Last Friday we have finished our implementation for controller/gamepad support in our brick breaker game Caromble!. This means that our players can now choose their favourite input device out of the big three: Controlling the paddle is the main type of interaction in the game, so this should feel as smooth as that actor in a hot spice commercial. Therefore, during the implementation of gamepad-support, we also tweaked the mouse and keyboard controls to make those better. The implementations of these three input devices are fundamentally different and I would like to use this blog post to explain these different methods and tell you how we achieved the best result for optimal control of your paddle. In the following snippets we have a few parameters:

The mouse has the most straightforward implementation. We want the displacement of the mouse to be mapped linearly to the displacement of the paddle, resulting in its new position.  All that is applied to this displacement is a scaling factor. This gives a feeling of direct control. You have the freedom to move the paddle over large distances quickly or apply small displacements in a very precise manner. Here is the code:

float moveX = mouse.getDeltaPositionNormalized().x;
movement = (float) (-16.0 * paddleSpeed * moveX * deltatime);

Because the input for the mouse is provided in pixels, we use getDeltaPositionNormalized() to normalize for the screen size. You want to have the same behaviour in a 1280 x 720 as on a 1920 x 1280 screen. This function also applies the mouseSensitivity setting that can be set by the player.

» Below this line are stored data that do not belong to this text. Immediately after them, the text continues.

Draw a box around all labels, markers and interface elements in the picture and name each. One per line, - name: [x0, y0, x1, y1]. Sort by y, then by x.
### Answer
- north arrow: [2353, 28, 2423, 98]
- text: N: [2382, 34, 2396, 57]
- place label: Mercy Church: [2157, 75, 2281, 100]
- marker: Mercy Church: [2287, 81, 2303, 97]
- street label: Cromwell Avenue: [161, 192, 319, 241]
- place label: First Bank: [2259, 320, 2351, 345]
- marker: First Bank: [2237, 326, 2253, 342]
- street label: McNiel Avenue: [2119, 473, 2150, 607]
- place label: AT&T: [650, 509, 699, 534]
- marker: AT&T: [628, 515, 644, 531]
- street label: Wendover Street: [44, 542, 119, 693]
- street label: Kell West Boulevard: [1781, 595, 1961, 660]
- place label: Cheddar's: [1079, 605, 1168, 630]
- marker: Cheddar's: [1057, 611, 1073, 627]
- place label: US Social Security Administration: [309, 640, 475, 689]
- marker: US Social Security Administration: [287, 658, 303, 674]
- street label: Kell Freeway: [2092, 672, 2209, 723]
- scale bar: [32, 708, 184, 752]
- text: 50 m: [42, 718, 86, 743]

The main difference of the analog stick on a gamepad with the mouse is that it has a limited range of positions. It can be tilted to the left and to the right in a continuous matter, which will produce an input value of [-1, 1]. How can we use that to control the paddle? If we would map this value directly to the position of the paddle between its left- and right-end, the resulting speed and behaviour of the paddle would differ per level (some levels are very wide, like a platformer game; #waitforcaromblechapter3). This is not what we want, so instead of using the analog stick value to set the paddle´s position, we will use it to set the paddle´s speed. Let’s imagine moving the paddle to the right. Keeping the analog stick at 0 will result in a speed of 0. When we put it completely to the right, corresponding to a value of 1, we want a speed of, let´s say, x, which is normalized as described before (dependent on the paddle-size and not the distance between the ends).  Now we can achieve all values between [0, 1] to give the paddle the speed we want, which also gives us a lot of control. Our first idea was to map [0, 1] linearly to [0, x], but as it turned out, it feels nicer if we apply an exponential mapping. So a value of 0.5 does not map to 0.5*x, but more like something as 0.25*x. This allows to have precise control of the paddle when you move the analog stick only a little. There are still a few more things we have to take into account. Unfortunately, if you release the analog stick, it does not return 0 as its value. Sometimes it ‘sticks’ a little, which can even result in values around 0.2 when the analog stick isn’t touched. To fix this, we introduce a deadzone. We choose a deadzone of [-0.2, 0.2], which means that all values within this range are mapped to 0. In this context we want a value of 0.2 to correspond with 0 as well, so we remap [0.2, 1] -> [0, 1] and [-1, -0.2] to [-1, 0]. Even after introducing the deadzone, we were still not satisfied with the achieved precision when we wanted to move the paddle only a little. In a brick breaker game like Caromble!, this precision is crucial, so we have added something that we call precision mode. When the right shoulder button is hold down or the right trigger is pressed over halfway, we enter precision mode. In precision mode we scale the applied speed with a value of 0.35. Here is the code:

// amplitude is in the range of [-1, 1] 
float amplitude = actions.getAction("AnalogStickHorizontal").getValue();

// precision mode if one of the right triggers is pressed
float precisionScaler = 1f;
if (actions.hasAction("PaddleMoveFocus") || actions.getAction("PaddleMoveFocusAxis").getValue() > 0.5)
	precisionScaler = 0.35f;

curSpeed = Math.signum(amplitude) * Math.pow(amplitude, 2.5) * 3 * paddleSpeed * precisionScaler;

// apply the speed		
movement = (float) (curSpeed * deltatime);

The introduction of an extra key for precise control works, somewhat to our surprise, great! When you need to move the paddle over a long distance you put the analog stick in its extreme. When you are close to your desired position you hold the precision button and you can place the paddle exactly where you want. Awesome stuff.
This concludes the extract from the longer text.